Great Shots. As I said before I love riding in the Valley. Unless you get to the mountains there aren't any big climbs and beautiful scenery all around. Good move on getting out early. I did that in 06 when Bike Va was in the same area, it really makes a difference. But like you said you get there before some of the stops or lunch open. But you also get to be first in line for the massages and bus ride to the restaurants and beer gardens. 

Did the sunday century go up to the parkway as the map on the website showed? I figured I'd hear about the climbs up past Sherando and down to Vesuvius.

Check Yer PM's for the Goshen Ride info that I was late sending.

Have Fun!


----------



## MB1 (Jan 27, 2004)

We had been having quite a fine trip and yesterday I had really pushed the pace (very unusual for me). 

With that in mind I was thinking that day 4 is about the time of the trip where things start to get old and you start planning for whatever happens after the trip. You sort of get your fill of meals, moving and hanging with fun women. Not today.

We got our usual early sunrise start. Todays route looped the long riders around to meet up with the shorter routes several times. Hence the climbs were populated with a great variety of riders. It was kind of cool to see everyone and this was the first day the lunch stop was open when we got there.

We met some fun folks at the stops but on the road Miss M and I didn't do our usual fooling around.

We were moving. And feeling good!


----------



## MB1 (Jan 27, 2004)

The weather was summer fine, the route hilly ideal, the rest stops amazing and there was plenty to see all day.

We rode so well............I'm still amazed.

DQ!

Then it was time for the ladies to quit all that practice shopping and get down to some serious buying.


----------



## MB1 (Jan 27, 2004)

Probably the less I say about dinner the better.:blush2:  

The ladies wore some of their new finery, I was plain.

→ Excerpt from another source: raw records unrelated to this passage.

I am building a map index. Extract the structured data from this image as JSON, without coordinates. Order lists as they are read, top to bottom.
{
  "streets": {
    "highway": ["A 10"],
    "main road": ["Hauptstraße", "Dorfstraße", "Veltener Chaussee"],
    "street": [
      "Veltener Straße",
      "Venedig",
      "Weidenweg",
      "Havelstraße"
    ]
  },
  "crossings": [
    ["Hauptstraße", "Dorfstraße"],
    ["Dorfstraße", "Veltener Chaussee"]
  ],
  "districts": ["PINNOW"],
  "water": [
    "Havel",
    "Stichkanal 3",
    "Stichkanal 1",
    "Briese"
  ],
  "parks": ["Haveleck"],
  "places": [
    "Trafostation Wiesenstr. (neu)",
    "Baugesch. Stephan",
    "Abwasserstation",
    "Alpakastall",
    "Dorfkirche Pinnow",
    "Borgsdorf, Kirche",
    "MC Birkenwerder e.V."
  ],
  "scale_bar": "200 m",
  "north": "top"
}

After all that it is time for a nap to ready for a nap to get ready for bed! :blush2: :blush2:


----------



## bigrider (Jun 27, 2002)

Great ride report. Hazy, hot and humid are the worst riding conditions known to mankind. 

Did you all camp out? Do tell. I remember you saying MissM refused to camp.


----------



## VaughnA (Jun 3, 2003)

Lovely stuff. I hope you went to the microbrewery in Harrisonburg for a brew. Hit the rooftop seating for some great views. 

I know what you mean about the 4th day. The last couple of years they were tough. But the short final day is nice. We would finish about 11:30 and have time to get home and rest before returning to the normal world.

If you see a handsome young guy with a mohawk tell him that me and Melly said hello.. Is the crazy black guy with the fun attitude and fun socks there this year? He was a hoot. He would stop at every big hill and ride up and back cheering on the riders. The people you meet at the ride are the best part.


----------



## Ridgetop (Mar 1, 2005)

Glad you guys got a hotel room. I can't imagine sleeping in those sweltering tents. Awesome report. We've wanted to do Bike Oregon one of these years. I think you've inspired me to look more into it.


----------



## MB1 (Jan 27, 2004)

bigrider said:


> ....*Did you all camp out? * Do tell. I remember you saying MissM refused to camp.


Not likely! :nono:


----------



## MB1 (Jan 27, 2004)

*Rest Stops and Tailwinds*

Today what with only a short 50 miler coming up we slept in. Good thing too since it had turned cold (somewhere in the low 60's when we headed out). Still managed to see a bit of the sunrise.


Like all the other days the riding was fantastic, the scenery ideal and the rest stops were killer.

I gotta admit we were a little quiet knowing that the end was near. Didn't stop us from flying down the road though; of course the strong tail winds helped! :thumbsup: 

Shortly after the last (very friendly) rest stop of the day we headed off the course and back to our cars.


----------



## MB1 (Jan 27, 2004)

Kind of sad to see the whole thing end but then I was reminded, "The party ain't over until all the ribs are gone."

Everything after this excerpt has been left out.